Она через зеркало бросила на меня осуждающий взгляд. И, похоже, поняла, что одержала маленькую победу, успокоилась. А через несколько секунд вернулась к своей шляпке, игриво поправляя ее на пышной прическе, так, словно и не было нашего маленького конфликта.
— Я это знаю, — сказала он непринужденно. — Вы моему папеньке очень понравились. И я сразу поняла, что он хочет выдать меня за вас замуж. Наверное, и приданого большого пообещал? Я права? И сколько если не секрет?
Я от досады даже крякнул. Хотел ее удивить, сбавить ее уровень самоуверенности и легкомысленного верчения перед зеркалом, поговорить о чем-нибудь приземленном. Не мог я терпеть эти женские танцульки с тряпками передо мной. Еще в том, моем мире, я всеми правдами и неправдами отлынивал от обязанности ходить за обновками вместе с супругой и дочками.
— Тридцать тысяч, — сознался я, и Марина весело вскинула брови, словно удивившись «щедрости» отца.
— Хотите совет, — сказала она, наконец-то оторвавшись от зеркала. — В следующий раз просите у папеньки не меньше пятидесяти тысяч. Папенька обязательно согласится. У него денег много, а вы ему очень сильно понравились… И он очень уж хочет выдать меня замуж за первого встречного. Он бы меня и раньше замуж выдал, но я всегда сопротивлялась его глупым вариантам.
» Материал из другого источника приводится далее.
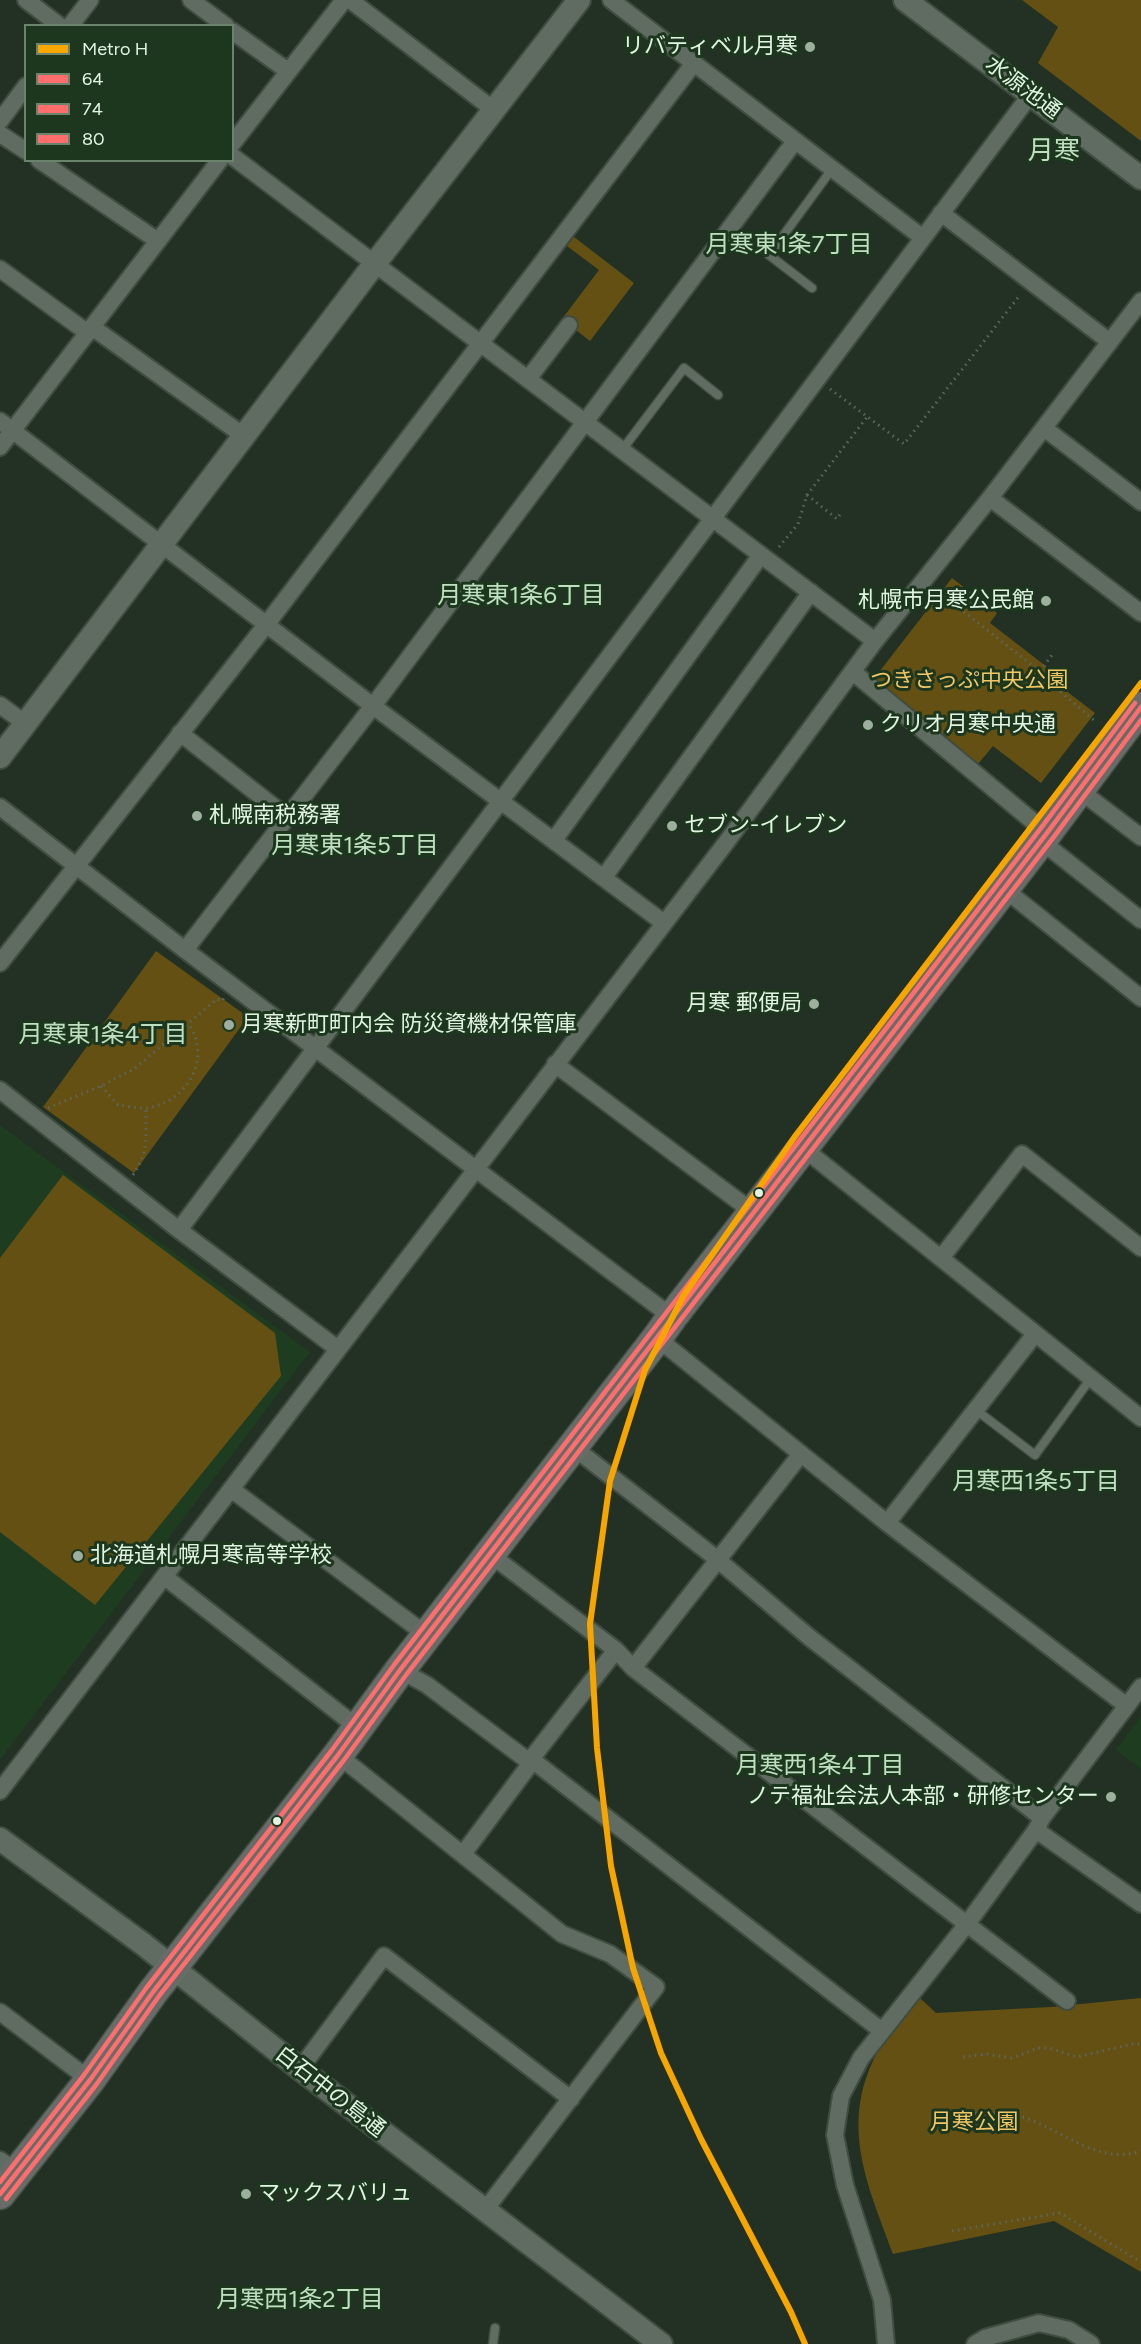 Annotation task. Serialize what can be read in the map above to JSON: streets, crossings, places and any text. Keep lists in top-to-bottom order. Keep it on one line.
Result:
{"streets":{"street":["水源池通","白石中の島通"]},"districts":["月寒","月寒東1条7丁目","月寒東1条6丁目","月寒東1条5丁目","月寒東1条4丁目","月寒西1条5丁目","月寒西1条4丁目","月寒西1条2丁目"],"parks":["つきさっぷ中央公園","月寒公園"],"places":["リバティベル月寒","札幌市月寒公民館","クリオ月寒中央通","札幌南税務署","セブン-イレブン","月寒 郵便局","月寒新町町内会 防災資機材保管庫","北海道札幌月寒高等学校","ノテ福祉会法人本部・研修センター","マックスバリュ"],"lines":["metro line H","transit line 80","transit line 64","transit line 74"],"legend":["Metro H","64","74","80"]}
Я едва не поперхнулся. Из ее уст это прозвучало как признание и приглашение пожениться. Чего-то я не понимаю в этой жизни… Мальцев хоть и уговаривал меня настойчиво не раз и не два, но все же я не желал так скоро связывать свою жизнь новым браком. Тем более я Марину не так уж и хорошо знал. И тут она сама мне намекает на то, что была бы не прочь…
— Ой, а что это вы такое интересное читаете? — неожиданно спросила она и, не дожидаясь моего разрешения, взяла с моих колен газету и углубилась в чтение.
— Журналисты слегка приукрасили, — попытался я оправдать легкое вранье в статье.
Вопреки ожиданиям, Марина не пробежала по тексту поверхностным взглядом, а вдумчиво и сосредоточенно прочитала.
— И что вы об этом думаете? — поинтересовался я ее мнением, когда газета вернулась мне на колени.
— Я думаю, что господин Баринцев дурак, — сделала она безапелляционное заявление.
— Вот как? И почему же, позвольте спросить?
— Дурак он потому, что организовал нападение. Дурак, что подослал убийцу. Ему надо было действовать по-другому.
— Это как же? — не удержавшись, с легкой ехидцей спросил я.
Она бросила через зеркало взгляд с легкой укоризной и охотно ответила:
— Например, испортить вам репутацию, заказать статьи в газетах, устроить саботаж, подкупить рабочих. А еще выйти на ваших поставщиков и уговорить их поднять вам цены или просто задавить их, заставить их прекратить вам поставки. И медленно-медленно портить вам кровь. Как-то так.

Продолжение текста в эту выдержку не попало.